The input.
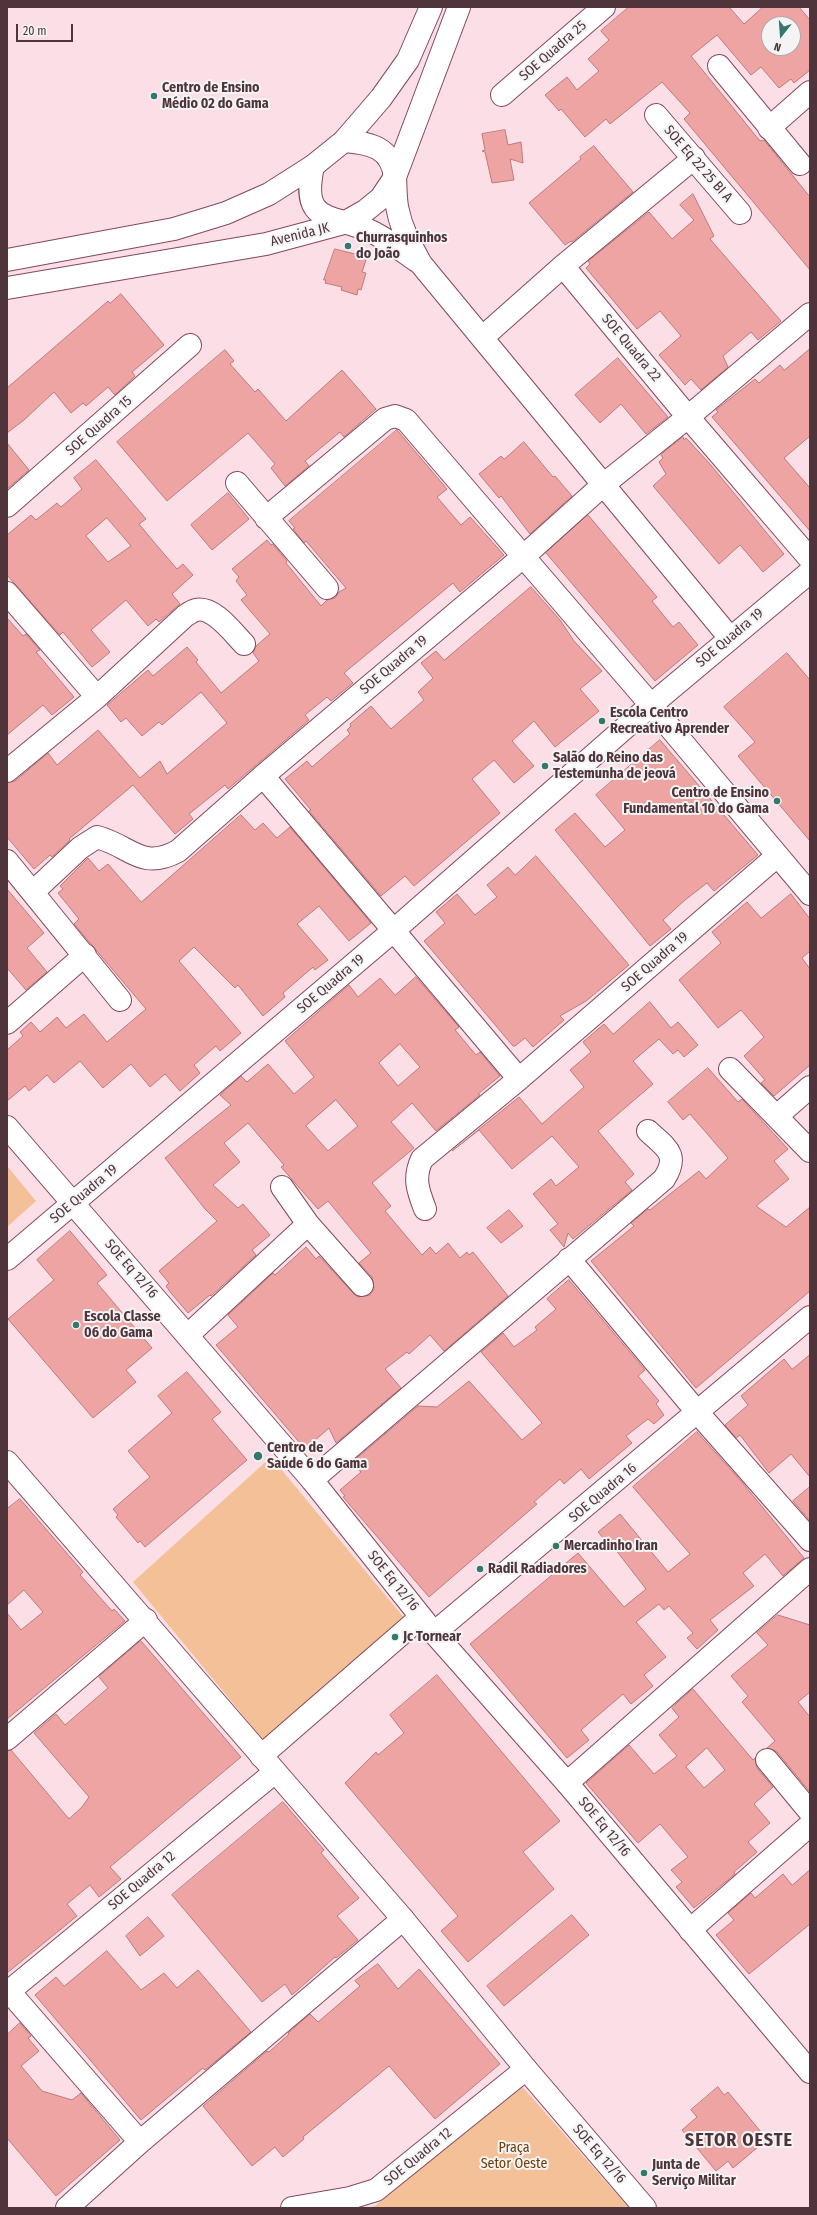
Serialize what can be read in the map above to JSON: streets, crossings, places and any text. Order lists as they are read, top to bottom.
{
  "streets": {
    "street": [
      "SOE Quadra 25",
      "SOE Eq 22 25 BI A",
      "Avenida JK",
      "SOE Quadra 22",
      "SOE Quadra 15",
      "SOE Quadra 19",
      "SOE Eq 12/16",
      "SOE Quadra 16",
      "SOE Quadra 12"
    ]
  },
  "crossings": [
    ["SOE Quadra 22", "SOE Quadra 19"],
    ["SOE Quadra 19", "SOE Eq 12/16"],
    ["SOE Eq 12/16", "SOE Quadra 16"],
    ["SOE Eq 12/16", "SOE Quadra 12"],
    ["SOE Quadra 16", "SOE Quadra 12"]
  ],
  "districts": ["SETOR OESTE"],
  "parks": ["Praça Setor Oeste"],
  "places": [
    "Centro de Ensino Médio 02 do Gama",
    "Churrasquinhos do João",
    "Escola Centro Recreativo Aprender",
    "Salão do Reino das Testemunha de jeová",
    "Centro de Ensino Fundamental 10 do Gama",
    "Escola Classe 06 do Gama",
    "Centro de Saúde 6 do Gama",
    "Mercadinho Iran",
    "Radil Radiadores",
    "Jc Tornear",
    "Junta de Serviço Militar"
  ],
  "scale_bar": "20 m",
  "north": "bottom"
}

Task to complete.
Write out each entry above once more, exactly as written, and drop the pictures.

Completed exercise.
Serialize what can be read in the map above to JSON: streets, crossings, places and any text. Order lists as they are read, top to bottom.
{
  "streets": {
    "street": [
      "SOE Quadra 25",
      "SOE Eq 22 25 BI A",
      "Avenida JK",
      "SOE Quadra 22",
      "SOE Quadra 15",
      "SOE Quadra 19",
      "SOE Eq 12/16",
      "SOE Quadra 16",
      "SOE Quadra 12"
    ]
  },
  "crossings": [
    ["SOE Quadra 22", "SOE Quadra 19"],
    ["SOE Quadra 19", "SOE Eq 12/16"],
    ["SOE Eq 12/16", "SOE Quadra 16"],
    ["SOE Eq 12/16", "SOE Quadra 12"],
    ["SOE Quadra 16", "SOE Quadra 12"]
  ],
  "districts": ["SETOR OESTE"],
  "parks": ["Praça Setor Oeste"],
  "places": [
    "Centro de Ensino Médio 02 do Gama",
    "Churrasquinhos do João",
    "Escola Centro Recreativo Aprender",
    "Salão do Reino das Testemunha de jeová",
    "Centro de Ensino Fundamental 10 do Gama",
    "Escola Classe 06 do Gama",
    "Centro de Saúde 6 do Gama",
    "Mercadinho Iran",
    "Radil Radiadores",
    "Jc Tornear",
    "Junta de Serviço Militar"
  ],
  "scale_bar": "20 m",
  "north": "bottom"
}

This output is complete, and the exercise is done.